____ Excerpted data

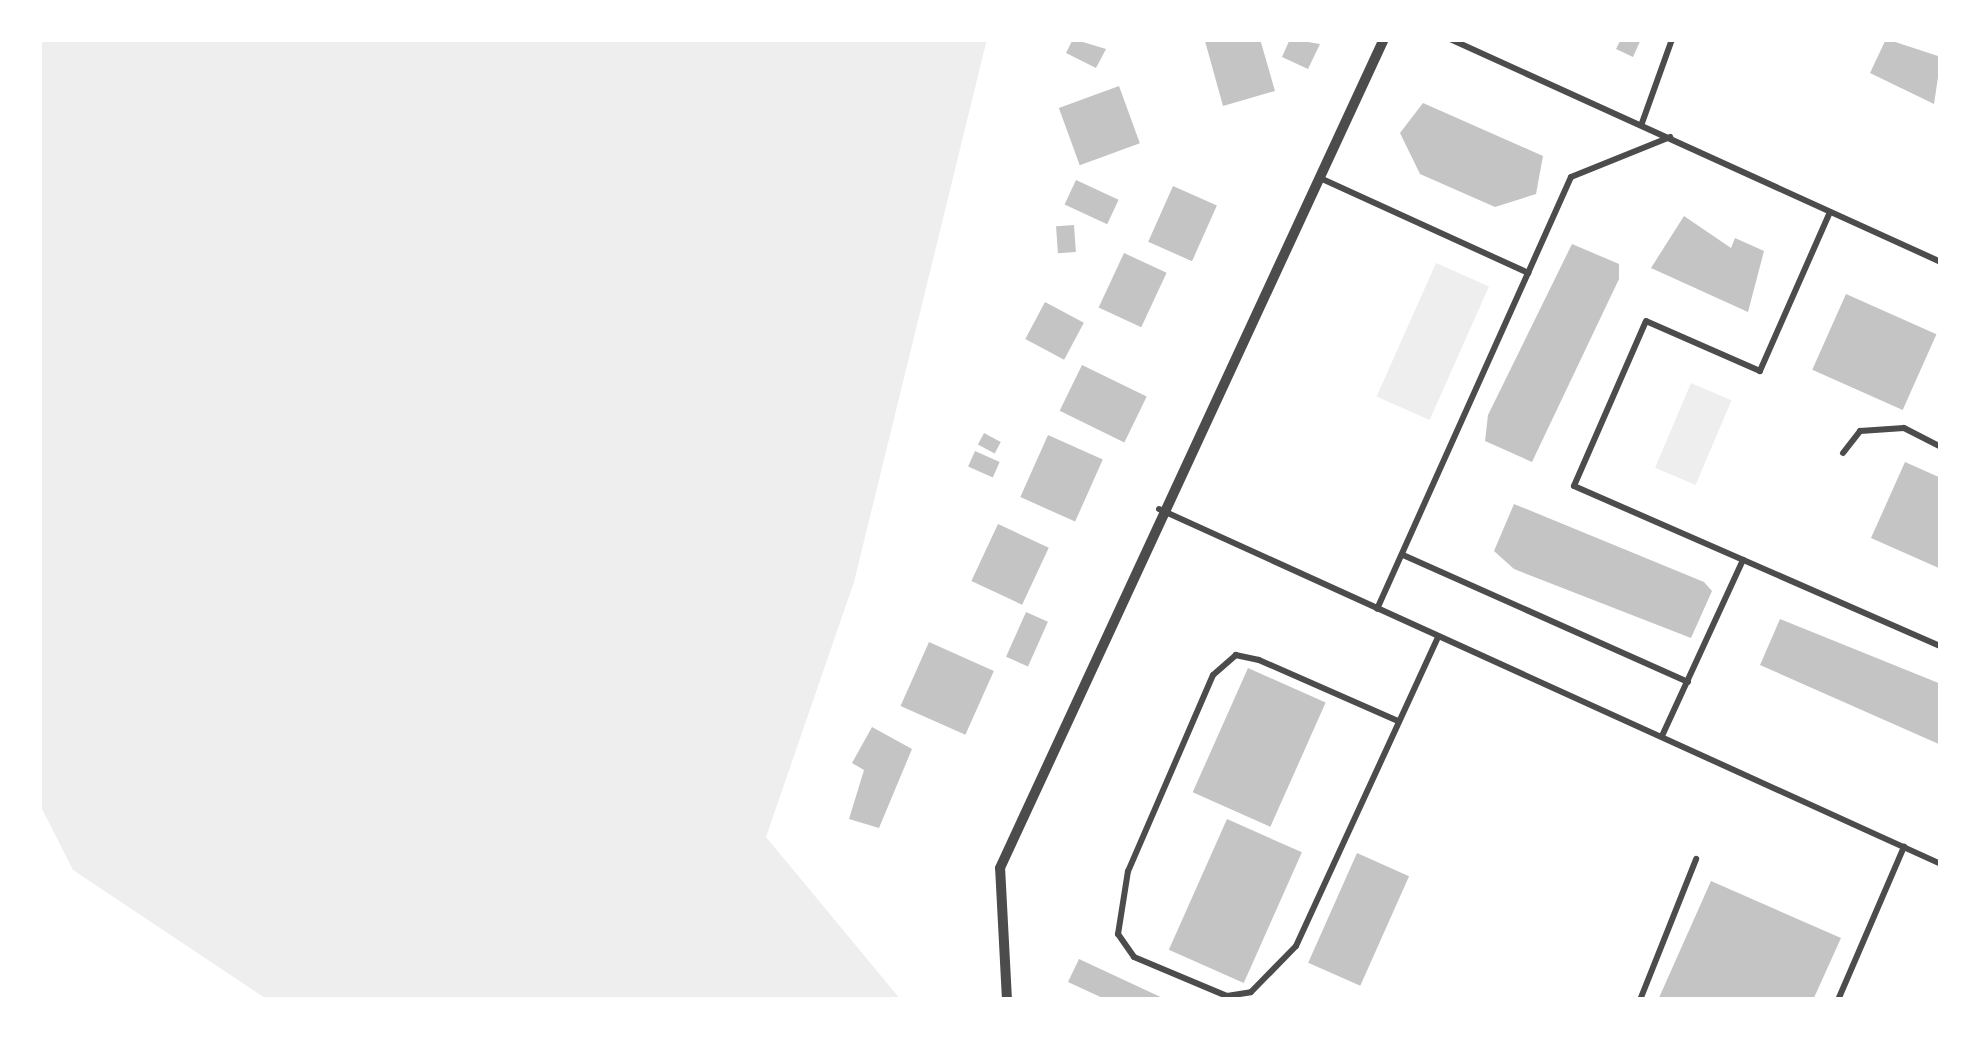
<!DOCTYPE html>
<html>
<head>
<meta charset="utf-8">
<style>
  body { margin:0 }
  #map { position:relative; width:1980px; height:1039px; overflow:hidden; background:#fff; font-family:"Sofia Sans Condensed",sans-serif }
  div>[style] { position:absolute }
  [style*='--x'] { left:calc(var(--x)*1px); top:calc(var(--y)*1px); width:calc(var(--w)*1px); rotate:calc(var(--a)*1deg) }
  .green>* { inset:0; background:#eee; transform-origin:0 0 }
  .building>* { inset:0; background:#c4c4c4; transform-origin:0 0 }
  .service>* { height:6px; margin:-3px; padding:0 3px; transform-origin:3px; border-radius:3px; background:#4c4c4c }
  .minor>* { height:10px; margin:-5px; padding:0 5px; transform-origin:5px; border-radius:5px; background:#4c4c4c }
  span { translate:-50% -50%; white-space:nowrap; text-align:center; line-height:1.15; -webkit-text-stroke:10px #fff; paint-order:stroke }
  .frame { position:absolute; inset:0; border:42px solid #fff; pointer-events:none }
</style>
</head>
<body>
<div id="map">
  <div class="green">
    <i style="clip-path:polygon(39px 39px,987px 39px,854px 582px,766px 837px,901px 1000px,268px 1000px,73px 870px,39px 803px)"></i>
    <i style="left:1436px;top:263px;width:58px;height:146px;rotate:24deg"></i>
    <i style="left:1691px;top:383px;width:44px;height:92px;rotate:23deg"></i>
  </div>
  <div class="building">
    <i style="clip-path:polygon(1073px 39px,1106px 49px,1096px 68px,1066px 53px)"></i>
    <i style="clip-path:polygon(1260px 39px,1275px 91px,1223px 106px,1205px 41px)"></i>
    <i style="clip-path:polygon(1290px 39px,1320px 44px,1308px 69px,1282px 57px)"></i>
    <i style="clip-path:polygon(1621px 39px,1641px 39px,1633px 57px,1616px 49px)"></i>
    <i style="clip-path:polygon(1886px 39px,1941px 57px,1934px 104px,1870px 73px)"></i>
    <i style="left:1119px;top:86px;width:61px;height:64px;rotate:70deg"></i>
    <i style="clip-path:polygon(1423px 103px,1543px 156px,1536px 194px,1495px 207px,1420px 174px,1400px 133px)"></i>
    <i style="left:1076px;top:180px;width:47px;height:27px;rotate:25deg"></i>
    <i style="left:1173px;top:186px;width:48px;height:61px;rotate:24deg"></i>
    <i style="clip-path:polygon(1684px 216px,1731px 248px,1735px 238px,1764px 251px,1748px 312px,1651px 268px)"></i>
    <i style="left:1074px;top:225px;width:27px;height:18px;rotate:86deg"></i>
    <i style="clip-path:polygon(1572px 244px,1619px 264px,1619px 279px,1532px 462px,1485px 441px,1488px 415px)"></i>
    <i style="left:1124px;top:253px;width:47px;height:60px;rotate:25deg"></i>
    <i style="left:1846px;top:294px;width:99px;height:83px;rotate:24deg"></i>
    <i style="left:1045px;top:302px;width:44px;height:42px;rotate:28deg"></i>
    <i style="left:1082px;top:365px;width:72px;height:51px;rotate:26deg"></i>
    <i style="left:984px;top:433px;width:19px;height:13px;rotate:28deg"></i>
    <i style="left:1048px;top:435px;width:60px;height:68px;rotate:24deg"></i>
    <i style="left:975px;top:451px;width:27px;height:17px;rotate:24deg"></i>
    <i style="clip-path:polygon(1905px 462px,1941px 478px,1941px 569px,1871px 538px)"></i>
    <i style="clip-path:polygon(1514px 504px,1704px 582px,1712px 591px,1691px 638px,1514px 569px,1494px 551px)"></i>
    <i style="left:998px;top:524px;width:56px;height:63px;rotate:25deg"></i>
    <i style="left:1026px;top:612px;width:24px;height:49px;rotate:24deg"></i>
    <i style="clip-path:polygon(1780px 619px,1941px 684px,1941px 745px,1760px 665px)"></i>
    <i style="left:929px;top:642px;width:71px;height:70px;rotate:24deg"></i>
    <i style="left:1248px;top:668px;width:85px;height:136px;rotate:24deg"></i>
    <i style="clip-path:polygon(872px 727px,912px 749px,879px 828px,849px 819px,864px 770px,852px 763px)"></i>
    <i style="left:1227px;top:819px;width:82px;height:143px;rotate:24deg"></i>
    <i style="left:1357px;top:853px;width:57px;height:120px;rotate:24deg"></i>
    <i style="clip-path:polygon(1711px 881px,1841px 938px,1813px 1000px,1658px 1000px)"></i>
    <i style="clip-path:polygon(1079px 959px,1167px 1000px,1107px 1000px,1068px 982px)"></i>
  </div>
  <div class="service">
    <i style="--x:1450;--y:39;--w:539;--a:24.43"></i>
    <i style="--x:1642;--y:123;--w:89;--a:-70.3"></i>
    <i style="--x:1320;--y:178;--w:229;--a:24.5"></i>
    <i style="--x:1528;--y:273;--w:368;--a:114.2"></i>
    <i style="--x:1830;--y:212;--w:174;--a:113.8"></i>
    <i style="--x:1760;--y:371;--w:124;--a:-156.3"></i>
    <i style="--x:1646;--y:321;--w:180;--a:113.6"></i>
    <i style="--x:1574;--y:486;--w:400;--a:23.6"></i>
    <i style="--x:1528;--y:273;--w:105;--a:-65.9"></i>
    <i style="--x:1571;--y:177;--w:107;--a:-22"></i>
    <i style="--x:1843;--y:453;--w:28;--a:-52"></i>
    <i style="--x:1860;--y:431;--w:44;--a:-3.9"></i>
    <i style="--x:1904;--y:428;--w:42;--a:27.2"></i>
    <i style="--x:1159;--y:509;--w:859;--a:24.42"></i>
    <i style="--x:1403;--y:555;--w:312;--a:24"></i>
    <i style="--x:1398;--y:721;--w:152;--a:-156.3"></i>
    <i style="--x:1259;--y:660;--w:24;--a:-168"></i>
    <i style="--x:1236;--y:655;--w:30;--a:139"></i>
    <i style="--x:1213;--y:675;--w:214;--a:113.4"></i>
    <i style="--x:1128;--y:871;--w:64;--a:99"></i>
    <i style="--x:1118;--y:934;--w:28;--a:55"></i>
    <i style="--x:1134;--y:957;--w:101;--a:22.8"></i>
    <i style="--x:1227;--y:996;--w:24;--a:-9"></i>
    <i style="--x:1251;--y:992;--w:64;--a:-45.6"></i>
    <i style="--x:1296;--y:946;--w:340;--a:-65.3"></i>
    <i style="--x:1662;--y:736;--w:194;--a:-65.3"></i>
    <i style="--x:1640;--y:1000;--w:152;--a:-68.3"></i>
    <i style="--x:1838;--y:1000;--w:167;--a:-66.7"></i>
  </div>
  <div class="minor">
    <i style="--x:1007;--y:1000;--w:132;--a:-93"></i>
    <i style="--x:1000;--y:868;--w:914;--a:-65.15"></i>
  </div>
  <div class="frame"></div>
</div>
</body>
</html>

________
____ Excerpted data

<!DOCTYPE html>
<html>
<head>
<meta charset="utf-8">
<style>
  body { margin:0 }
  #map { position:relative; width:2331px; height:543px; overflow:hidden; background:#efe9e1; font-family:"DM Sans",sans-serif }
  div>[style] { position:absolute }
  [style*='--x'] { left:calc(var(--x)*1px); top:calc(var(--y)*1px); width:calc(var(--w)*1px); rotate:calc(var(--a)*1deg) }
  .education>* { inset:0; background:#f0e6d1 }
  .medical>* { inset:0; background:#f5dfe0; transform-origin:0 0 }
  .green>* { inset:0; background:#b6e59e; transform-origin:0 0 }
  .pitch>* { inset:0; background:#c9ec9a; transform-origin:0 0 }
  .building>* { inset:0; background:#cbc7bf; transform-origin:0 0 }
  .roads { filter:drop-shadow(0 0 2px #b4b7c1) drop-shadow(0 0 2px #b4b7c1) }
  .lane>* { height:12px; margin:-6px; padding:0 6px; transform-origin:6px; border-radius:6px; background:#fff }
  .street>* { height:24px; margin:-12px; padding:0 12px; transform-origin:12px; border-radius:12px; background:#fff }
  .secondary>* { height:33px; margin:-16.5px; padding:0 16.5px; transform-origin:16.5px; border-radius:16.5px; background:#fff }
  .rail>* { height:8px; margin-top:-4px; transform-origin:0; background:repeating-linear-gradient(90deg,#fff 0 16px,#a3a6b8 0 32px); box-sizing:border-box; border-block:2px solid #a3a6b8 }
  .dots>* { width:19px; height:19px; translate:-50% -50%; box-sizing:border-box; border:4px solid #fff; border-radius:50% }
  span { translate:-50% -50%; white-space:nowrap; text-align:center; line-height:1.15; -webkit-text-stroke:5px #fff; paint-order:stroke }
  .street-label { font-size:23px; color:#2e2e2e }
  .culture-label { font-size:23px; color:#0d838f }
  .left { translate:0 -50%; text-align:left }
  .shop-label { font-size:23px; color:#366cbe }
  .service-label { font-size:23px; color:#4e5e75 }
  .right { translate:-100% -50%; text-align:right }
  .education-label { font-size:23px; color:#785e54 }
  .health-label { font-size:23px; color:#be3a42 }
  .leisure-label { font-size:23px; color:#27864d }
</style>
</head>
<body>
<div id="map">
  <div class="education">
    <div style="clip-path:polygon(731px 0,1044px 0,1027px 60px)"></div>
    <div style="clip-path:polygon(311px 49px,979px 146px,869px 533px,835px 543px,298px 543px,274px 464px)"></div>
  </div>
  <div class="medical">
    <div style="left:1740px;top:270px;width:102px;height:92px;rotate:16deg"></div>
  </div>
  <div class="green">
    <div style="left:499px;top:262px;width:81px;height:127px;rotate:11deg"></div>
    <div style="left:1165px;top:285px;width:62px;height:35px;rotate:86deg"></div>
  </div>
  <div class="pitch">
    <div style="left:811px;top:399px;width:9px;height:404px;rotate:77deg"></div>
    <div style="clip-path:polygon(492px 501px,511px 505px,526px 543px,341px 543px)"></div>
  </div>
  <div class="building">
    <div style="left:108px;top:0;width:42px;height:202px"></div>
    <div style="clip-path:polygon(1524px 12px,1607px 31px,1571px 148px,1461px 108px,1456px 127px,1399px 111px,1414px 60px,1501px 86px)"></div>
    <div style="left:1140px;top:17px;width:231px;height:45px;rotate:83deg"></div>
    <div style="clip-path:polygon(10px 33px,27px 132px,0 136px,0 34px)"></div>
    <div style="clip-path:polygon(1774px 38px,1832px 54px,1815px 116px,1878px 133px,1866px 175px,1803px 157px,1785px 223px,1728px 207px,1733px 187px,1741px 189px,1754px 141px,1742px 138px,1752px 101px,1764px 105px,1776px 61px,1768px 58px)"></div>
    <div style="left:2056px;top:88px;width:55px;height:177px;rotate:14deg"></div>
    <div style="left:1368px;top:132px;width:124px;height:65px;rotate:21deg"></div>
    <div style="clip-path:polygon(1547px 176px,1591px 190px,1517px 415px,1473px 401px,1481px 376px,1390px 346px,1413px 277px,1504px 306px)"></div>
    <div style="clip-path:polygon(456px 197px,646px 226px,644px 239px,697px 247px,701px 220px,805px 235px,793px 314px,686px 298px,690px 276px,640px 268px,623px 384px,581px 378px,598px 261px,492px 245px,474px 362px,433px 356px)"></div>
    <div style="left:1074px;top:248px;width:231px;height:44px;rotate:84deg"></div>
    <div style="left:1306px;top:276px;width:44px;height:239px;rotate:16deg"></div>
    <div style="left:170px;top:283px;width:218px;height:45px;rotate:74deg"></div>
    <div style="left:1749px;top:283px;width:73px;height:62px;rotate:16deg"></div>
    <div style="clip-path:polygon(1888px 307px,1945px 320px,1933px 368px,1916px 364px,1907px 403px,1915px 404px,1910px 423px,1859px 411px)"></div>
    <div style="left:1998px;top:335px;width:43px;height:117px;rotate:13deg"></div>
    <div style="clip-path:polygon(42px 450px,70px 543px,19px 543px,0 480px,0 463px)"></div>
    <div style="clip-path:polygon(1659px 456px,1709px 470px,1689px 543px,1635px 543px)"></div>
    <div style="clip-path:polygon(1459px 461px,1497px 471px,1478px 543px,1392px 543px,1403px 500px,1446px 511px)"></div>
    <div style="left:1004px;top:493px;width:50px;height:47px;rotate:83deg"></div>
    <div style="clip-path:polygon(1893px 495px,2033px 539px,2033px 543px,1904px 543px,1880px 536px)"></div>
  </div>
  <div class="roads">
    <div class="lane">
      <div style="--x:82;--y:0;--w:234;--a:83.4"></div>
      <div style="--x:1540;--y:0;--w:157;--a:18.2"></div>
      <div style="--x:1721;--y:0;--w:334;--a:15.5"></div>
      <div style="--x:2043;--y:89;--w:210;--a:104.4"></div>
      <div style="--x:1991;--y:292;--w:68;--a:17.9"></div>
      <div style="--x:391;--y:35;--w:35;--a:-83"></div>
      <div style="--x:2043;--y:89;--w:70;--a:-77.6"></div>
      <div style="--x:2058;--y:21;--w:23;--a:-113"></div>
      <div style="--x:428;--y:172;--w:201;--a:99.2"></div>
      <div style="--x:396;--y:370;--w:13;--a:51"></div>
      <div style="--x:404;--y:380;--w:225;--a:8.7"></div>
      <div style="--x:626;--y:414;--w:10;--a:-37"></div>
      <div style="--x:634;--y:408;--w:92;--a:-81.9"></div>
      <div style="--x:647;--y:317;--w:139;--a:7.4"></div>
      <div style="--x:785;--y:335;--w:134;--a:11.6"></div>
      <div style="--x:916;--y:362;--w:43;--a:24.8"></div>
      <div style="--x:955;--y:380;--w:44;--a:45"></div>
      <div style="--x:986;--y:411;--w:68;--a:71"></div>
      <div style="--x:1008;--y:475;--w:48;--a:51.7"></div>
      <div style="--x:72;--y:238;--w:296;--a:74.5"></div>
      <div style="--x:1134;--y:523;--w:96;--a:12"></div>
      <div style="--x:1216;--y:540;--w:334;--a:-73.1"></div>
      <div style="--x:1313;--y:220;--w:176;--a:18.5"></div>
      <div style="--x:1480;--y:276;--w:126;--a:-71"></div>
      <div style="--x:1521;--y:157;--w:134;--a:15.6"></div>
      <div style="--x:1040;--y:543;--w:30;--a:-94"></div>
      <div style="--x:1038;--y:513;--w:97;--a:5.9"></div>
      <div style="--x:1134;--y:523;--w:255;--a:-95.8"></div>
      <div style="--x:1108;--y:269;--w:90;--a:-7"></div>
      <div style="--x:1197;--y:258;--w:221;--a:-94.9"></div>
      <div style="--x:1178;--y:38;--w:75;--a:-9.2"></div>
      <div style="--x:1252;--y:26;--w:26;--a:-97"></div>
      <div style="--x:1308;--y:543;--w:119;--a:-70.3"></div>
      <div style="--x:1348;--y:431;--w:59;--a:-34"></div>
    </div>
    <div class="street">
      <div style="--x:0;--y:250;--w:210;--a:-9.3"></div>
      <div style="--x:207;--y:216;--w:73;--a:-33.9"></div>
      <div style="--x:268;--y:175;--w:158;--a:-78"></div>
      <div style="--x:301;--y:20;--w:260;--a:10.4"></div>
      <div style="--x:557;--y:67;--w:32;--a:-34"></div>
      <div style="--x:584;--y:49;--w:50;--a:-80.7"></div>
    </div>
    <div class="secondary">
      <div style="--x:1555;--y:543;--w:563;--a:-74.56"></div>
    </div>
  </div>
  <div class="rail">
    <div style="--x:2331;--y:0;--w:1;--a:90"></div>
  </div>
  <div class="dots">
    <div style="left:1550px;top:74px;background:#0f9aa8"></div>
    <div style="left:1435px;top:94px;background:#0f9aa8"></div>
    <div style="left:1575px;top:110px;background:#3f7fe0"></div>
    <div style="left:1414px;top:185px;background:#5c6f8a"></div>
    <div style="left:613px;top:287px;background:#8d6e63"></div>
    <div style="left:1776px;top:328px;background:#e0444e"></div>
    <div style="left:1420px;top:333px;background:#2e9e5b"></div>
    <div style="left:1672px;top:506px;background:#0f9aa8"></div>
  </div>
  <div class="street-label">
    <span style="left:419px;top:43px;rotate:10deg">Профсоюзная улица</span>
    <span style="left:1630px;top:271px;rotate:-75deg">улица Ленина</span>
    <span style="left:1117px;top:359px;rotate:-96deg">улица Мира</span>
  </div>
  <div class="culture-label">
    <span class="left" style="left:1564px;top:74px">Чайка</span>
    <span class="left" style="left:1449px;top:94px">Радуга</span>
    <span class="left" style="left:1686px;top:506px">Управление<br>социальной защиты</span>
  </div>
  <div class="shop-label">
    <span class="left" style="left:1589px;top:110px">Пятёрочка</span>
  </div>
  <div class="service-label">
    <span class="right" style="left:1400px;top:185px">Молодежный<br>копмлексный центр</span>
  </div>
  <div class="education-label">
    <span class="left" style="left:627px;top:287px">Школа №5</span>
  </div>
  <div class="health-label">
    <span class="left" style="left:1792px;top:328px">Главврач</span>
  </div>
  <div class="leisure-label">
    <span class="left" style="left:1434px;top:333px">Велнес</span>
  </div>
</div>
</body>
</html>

________

- [Exercise]: Give the number of lines in the data above that include the word "green", with no other words.

- [Output of the task]: 4